ABSTRACT
Since 2016, in Colombia, ongoing transmission of Candida auris has been reported in multiple cities. Here, we provide an updated description of C. auris genomic epidemiology and the dynamics of antifungal resistance in Colombia. We sequenced 99 isolates from C. auris cases with collection dates ranging from June 2016 to January 2021; the resulting sequences coupled with 103 previously generated sequences from C. auris cases were described in a phylogenetic analysis. All C. auris cases were clade IV. Of the 182 isolates with antifungal susceptibility data, 67 (37%) were resistant to fluconazole, and 39 (21%) were resistant to amphotericin B. Isolates predominately clustered by country except for 16 isolates from Bogotá, Colombia, which grouped with isolates from Venezuela. The largest cluster (N = 166 isolates) contained two subgroups. The first subgroup contained 26 isolates, mainly from César; of these, 85% (N = 22) were resistant to fluconazole. The second subgroup consisted of 47 isolates from the north coast; of these, 81% (N = 38) were resistant to amphotericin B. Mutations in the ERG11 and TAC1B genes were identified in fluconazole-resistant isolates. This work describes molecular mechanisms associated with C. auris antifungal resistance in Colombia. Overall, C. auris cases from different geographic locations in Colombia exhibited high genetic relatedness, suggesting continued transmission between cities since 2016. These findings also suggest a lack of or minimal introductions of different clades of C. auris into Colombia.
IMPORTANCE
Candida auris is an emerging fungus that presents a serious global health threat and has caused multiple outbreaks in Colombia. This work discusses the likelihood of introductions and local transmission of C. auris and provides an updated description of the molecular mechanisms associated with antifungal resistance in Colombia. Efforts like this provide information about the evolving C. auris burden that could help guide public health strategies to control C. auris spread.

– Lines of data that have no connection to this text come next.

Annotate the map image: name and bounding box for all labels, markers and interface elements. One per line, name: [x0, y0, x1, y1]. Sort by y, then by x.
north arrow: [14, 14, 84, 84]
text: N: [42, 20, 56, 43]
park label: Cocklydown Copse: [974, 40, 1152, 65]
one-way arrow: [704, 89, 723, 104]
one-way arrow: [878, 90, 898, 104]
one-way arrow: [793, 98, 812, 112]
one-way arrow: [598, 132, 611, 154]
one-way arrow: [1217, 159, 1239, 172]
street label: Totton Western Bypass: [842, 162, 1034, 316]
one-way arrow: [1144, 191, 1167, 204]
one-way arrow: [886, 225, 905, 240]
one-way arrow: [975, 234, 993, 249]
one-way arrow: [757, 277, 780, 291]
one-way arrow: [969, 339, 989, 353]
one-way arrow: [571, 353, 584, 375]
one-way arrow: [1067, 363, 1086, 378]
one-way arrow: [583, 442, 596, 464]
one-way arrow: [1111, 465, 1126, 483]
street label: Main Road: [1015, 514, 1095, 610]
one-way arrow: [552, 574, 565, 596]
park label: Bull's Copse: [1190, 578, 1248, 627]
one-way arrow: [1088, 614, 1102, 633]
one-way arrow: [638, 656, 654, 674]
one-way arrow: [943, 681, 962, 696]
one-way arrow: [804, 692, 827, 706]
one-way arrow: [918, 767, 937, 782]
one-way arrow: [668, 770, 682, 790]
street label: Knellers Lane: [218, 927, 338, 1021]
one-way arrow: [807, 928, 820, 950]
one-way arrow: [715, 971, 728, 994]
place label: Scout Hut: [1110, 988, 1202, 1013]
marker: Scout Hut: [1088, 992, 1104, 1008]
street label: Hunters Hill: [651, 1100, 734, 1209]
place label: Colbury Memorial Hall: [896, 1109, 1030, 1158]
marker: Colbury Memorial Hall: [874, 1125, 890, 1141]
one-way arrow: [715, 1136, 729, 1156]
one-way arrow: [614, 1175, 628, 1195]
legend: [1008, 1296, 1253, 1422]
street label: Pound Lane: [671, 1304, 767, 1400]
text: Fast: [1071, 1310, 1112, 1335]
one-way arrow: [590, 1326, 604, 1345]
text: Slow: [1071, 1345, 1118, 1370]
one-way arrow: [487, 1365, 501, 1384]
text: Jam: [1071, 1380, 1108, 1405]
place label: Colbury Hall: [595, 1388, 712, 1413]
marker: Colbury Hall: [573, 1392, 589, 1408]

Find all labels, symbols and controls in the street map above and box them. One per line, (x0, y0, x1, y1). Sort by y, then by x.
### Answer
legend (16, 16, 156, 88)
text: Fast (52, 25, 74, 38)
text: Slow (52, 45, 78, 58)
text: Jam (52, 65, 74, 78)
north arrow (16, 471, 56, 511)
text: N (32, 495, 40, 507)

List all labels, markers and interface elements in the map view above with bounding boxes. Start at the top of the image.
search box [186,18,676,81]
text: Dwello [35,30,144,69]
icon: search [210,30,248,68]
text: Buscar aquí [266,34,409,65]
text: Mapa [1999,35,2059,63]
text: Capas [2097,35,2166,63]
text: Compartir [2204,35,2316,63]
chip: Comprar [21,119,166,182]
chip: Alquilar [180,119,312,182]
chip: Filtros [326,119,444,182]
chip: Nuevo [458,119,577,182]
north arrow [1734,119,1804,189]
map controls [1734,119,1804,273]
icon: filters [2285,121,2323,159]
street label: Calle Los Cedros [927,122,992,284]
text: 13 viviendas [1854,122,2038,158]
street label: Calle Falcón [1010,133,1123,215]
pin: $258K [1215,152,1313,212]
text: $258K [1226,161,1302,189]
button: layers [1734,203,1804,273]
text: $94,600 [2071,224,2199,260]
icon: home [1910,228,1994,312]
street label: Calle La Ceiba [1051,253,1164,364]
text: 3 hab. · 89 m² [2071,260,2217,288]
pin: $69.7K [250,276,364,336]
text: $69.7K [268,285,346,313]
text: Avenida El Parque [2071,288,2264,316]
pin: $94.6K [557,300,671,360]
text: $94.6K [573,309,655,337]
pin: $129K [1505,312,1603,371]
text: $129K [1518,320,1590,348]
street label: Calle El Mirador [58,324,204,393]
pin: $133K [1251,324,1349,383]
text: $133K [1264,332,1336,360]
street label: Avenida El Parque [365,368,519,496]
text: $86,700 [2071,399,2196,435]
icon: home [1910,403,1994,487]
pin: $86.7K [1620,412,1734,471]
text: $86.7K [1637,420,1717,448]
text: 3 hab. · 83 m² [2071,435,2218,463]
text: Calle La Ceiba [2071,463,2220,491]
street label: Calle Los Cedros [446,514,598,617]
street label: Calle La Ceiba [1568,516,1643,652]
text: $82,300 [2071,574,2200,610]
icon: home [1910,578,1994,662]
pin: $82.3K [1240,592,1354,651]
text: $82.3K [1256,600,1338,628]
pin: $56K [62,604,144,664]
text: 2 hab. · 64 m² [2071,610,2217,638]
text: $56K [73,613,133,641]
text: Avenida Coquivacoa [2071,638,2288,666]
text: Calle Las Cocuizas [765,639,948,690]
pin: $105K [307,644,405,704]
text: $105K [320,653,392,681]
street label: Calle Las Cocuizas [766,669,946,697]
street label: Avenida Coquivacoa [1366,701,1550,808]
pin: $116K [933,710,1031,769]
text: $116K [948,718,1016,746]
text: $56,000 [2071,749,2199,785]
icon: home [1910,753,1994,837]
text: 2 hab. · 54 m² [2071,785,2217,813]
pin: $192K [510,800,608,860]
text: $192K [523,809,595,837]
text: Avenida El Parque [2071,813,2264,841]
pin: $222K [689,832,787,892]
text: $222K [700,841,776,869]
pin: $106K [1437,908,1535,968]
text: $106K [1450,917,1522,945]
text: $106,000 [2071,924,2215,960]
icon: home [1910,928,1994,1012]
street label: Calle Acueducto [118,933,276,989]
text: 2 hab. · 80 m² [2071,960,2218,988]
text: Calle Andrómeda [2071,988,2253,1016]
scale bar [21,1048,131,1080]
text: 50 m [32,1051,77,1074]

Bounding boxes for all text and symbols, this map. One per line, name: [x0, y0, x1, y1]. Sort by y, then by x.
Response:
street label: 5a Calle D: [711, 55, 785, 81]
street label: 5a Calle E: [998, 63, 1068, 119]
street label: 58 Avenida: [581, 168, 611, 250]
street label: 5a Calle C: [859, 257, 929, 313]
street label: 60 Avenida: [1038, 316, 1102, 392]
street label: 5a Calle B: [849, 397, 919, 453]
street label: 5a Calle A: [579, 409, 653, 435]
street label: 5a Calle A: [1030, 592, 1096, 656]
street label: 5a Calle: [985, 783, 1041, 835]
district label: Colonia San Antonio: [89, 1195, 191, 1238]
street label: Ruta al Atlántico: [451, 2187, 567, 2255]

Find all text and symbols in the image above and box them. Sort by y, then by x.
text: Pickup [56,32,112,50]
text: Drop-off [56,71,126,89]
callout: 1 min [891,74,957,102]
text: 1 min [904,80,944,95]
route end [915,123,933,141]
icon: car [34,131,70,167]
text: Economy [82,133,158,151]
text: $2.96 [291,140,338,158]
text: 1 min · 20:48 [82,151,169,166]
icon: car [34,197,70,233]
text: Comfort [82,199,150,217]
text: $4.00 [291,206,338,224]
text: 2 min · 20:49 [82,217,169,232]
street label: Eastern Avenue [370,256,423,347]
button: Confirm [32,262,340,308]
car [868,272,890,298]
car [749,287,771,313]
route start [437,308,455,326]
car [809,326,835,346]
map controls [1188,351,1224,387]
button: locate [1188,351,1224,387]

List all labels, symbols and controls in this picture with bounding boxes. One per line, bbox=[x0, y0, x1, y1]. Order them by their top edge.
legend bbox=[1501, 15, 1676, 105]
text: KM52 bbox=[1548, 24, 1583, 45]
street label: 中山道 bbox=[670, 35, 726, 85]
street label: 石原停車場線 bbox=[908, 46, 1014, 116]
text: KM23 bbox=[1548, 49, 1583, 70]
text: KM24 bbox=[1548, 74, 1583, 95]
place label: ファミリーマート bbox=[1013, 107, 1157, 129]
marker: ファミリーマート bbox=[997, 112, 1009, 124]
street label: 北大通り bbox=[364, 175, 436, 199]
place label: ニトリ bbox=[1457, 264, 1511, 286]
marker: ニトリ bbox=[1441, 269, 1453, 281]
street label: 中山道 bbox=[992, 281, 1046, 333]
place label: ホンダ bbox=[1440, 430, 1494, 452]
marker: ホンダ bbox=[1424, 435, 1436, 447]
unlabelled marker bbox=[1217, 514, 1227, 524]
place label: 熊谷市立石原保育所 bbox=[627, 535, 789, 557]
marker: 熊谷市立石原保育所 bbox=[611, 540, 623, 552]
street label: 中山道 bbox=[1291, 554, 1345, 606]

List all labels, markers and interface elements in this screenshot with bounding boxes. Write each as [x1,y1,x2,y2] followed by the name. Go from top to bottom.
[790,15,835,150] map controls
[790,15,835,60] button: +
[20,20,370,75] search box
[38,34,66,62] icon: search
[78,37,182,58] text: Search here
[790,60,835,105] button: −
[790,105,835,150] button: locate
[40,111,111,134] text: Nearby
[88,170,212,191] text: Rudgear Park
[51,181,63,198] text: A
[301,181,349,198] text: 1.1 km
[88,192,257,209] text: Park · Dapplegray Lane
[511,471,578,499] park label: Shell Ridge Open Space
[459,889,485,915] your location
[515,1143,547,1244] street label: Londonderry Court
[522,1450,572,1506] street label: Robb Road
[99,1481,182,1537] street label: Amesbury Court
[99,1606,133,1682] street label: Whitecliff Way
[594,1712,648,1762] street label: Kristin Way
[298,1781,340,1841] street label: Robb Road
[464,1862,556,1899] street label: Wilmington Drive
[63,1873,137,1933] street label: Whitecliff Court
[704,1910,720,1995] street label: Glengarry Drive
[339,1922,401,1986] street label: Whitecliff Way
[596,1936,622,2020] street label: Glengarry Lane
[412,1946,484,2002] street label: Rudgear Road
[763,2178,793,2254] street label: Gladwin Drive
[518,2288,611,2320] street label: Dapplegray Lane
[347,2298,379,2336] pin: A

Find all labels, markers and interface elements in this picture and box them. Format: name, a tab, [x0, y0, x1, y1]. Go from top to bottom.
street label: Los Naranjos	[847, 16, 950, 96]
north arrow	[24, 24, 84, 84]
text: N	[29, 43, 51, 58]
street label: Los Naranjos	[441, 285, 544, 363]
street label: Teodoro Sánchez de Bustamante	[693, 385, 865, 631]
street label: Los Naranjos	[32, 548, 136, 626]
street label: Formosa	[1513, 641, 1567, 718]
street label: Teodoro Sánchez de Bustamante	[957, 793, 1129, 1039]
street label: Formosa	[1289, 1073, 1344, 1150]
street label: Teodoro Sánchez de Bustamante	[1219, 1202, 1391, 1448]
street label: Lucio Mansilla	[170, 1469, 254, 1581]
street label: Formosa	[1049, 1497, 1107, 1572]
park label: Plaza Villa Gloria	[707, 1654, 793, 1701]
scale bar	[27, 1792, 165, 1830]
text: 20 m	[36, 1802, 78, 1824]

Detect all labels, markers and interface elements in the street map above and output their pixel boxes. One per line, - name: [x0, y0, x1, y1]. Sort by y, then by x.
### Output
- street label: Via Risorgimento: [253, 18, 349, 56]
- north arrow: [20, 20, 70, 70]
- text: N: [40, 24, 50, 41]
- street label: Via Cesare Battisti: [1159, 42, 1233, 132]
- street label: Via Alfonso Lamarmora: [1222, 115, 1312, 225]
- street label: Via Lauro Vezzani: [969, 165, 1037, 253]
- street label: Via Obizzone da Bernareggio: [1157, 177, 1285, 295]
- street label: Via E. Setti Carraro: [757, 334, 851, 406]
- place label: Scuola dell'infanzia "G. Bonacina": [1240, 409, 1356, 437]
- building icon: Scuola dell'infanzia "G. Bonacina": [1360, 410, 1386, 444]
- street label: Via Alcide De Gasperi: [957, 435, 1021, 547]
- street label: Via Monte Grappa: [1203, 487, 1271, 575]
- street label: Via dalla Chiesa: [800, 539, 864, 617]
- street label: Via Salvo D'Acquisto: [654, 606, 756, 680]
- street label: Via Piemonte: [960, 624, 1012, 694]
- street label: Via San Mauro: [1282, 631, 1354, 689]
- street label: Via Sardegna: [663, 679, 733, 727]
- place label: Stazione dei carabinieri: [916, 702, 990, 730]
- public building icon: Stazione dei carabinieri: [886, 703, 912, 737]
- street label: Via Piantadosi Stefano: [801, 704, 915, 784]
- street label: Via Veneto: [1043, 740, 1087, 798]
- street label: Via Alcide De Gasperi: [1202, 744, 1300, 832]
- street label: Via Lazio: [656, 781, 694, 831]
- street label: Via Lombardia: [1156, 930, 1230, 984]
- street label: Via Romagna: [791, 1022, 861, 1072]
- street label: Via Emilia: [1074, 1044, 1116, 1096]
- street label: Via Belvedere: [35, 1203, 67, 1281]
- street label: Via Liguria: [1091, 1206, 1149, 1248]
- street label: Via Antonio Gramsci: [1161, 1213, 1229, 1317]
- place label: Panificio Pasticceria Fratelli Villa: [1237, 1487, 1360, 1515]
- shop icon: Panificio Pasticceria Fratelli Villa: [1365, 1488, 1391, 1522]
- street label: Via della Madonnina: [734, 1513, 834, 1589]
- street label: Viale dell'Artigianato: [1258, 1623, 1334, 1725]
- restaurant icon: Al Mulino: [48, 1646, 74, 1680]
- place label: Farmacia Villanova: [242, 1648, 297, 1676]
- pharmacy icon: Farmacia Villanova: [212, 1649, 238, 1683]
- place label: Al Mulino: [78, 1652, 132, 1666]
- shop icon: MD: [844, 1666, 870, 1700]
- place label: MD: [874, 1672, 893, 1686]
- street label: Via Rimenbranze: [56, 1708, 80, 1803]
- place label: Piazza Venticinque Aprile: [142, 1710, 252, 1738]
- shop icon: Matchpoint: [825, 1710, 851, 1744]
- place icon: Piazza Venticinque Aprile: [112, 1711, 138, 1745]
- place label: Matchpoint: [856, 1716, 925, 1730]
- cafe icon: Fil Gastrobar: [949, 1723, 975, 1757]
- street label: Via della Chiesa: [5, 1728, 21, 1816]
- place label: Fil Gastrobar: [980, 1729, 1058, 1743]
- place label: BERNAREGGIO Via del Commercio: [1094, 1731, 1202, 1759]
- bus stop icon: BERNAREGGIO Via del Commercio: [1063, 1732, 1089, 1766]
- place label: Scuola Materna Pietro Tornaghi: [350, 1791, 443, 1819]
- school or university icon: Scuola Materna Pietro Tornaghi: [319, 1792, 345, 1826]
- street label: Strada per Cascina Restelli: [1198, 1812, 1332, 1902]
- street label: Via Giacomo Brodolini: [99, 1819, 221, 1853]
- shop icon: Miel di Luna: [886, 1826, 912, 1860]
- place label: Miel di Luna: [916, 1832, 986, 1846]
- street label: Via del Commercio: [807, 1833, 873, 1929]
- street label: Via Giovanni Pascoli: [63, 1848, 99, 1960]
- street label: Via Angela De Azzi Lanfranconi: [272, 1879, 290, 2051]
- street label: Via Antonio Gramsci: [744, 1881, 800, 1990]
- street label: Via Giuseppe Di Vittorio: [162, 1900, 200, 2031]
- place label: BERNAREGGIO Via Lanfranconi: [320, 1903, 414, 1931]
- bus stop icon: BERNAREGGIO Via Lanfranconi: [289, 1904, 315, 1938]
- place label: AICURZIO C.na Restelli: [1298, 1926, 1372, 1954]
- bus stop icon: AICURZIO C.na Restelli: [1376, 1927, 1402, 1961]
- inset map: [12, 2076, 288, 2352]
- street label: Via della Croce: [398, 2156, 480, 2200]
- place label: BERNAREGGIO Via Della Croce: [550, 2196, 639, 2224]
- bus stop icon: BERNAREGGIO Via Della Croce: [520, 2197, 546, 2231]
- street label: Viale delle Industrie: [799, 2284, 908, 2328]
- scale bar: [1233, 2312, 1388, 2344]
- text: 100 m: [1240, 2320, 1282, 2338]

KEYWORDS: Candida auris, antifungal, resistance, genomics, WGS, epidemiology
INTRODUCTION
Candida auris is a multidrug-resistant yeast capable of causing outbreaks of infections associated with high mortality rates (1). Genomic analysis of C. auris infections from global regions showed six major clades (I–VI) (2). In Colombia, genomic sequencing revealed that all C. auris cases were clade IV and suggested ongoing transmission of C. auris in multiple cities (3).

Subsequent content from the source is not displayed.